Segment Open

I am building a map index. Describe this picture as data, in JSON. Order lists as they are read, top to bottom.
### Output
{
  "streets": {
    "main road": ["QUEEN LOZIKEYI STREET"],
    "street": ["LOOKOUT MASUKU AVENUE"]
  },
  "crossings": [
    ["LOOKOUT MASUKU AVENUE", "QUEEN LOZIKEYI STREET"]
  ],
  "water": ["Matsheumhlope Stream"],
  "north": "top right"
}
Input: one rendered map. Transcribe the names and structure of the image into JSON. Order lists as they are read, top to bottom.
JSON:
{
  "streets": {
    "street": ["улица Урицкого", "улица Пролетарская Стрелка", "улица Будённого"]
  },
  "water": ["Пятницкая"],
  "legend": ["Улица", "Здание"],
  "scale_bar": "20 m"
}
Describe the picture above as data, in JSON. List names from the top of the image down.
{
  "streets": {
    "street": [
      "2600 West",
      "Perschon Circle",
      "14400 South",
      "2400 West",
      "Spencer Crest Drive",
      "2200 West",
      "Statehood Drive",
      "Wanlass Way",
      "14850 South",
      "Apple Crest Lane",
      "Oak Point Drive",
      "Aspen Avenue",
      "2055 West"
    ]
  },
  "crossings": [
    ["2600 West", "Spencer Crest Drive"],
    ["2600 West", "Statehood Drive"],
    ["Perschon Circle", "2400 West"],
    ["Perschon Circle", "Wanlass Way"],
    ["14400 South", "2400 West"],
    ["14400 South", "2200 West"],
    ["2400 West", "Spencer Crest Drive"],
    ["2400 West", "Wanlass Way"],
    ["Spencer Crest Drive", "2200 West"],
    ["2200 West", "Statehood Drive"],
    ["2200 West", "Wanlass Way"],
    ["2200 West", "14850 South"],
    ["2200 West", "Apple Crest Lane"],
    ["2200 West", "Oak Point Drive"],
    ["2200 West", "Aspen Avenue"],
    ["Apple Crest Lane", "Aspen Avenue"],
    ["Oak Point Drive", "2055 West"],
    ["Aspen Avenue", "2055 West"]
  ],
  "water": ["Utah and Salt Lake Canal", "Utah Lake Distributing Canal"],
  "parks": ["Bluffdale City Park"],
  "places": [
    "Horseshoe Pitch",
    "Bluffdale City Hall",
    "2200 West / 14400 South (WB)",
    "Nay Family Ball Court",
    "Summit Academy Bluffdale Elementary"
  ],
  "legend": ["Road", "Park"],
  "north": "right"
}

Segment Closed

### TASK GOAL
Output each line of the material above with no deviation.

### ANSWER TO THIS EXERCISE
I am building a map index. Describe this picture as data, in JSON. Order lists as they are read, top to bottom.
### Output
{
  "streets": {
    "main road": ["QUEEN LOZIKEYI STREET"],
    "street": ["LOOKOUT MASUKU AVENUE"]
  },
  "crossings": [
    ["LOOKOUT MASUKU AVENUE", "QUEEN LOZIKEYI STREET"]
  ],
  "water": ["Matsheumhlope Stream"],
  "north": "top right"
}
Input: one rendered map. Transcribe the names and structure of the image into JSON. Order lists as they are read, top to bottom.
JSON:
{
  "streets": {
    "street": ["улица Урицкого", "улица Пролетарская Стрелка", "улица Будённого"]
  },
  "water": ["Пятницкая"],
  "legend": ["Улица", "Здание"],
  "scale_bar": "20 m"
}
Describe the picture above as data, in JSON. List names from the top of the image down.
{
  "streets": {
    "street": [
      "2600 West",
      "Perschon Circle",
      "14400 South",
      "2400 West",
      "Spencer Crest Drive",
      "2200 West",
      "Statehood Drive",
      "Wanlass Way",
      "14850 South",
      "Apple Crest Lane",
      "Oak Point Drive",
      "Aspen Avenue",
      "2055 West"
    ]
  },
  "crossings": [
    ["2600 West", "Spencer Crest Drive"],
    ["2600 West", "Statehood Drive"],
    ["Perschon Circle", "2400 West"],
    ["Perschon Circle", "Wanlass Way"],
    ["14400 South", "2400 West"],
    ["14400 South", "2200 West"],
    ["2400 West", "Spencer Crest Drive"],
    ["2400 West", "Wanlass Way"],
    ["Spencer Crest Drive", "2200 West"],
    ["2200 West", "Statehood Drive"],
    ["2200 West", "Wanlass Way"],
    ["2200 West", "14850 South"],
    ["2200 West", "Apple Crest Lane"],
    ["2200 West", "Oak Point Drive"],
    ["2200 West", "Aspen Avenue"],
    ["Apple Crest Lane", "Aspen Avenue"],
    ["Oak Point Drive", "2055 West"],
    ["Aspen Avenue", "2055 West"]
  ],
  "water": ["Utah and Salt Lake Canal", "Utah Lake Distributing Canal"],
  "parks": ["Bluffdale City Park"],
  "places": [
    "Horseshoe Pitch",
    "Bluffdale City Hall",
    "2200 West / 14400 South (WB)",
    "Nay Family Ball Court",
    "Summit Academy Bluffdale Elementary"
  ],
  "legend": ["Road", "Park"],
  "north": "right"
}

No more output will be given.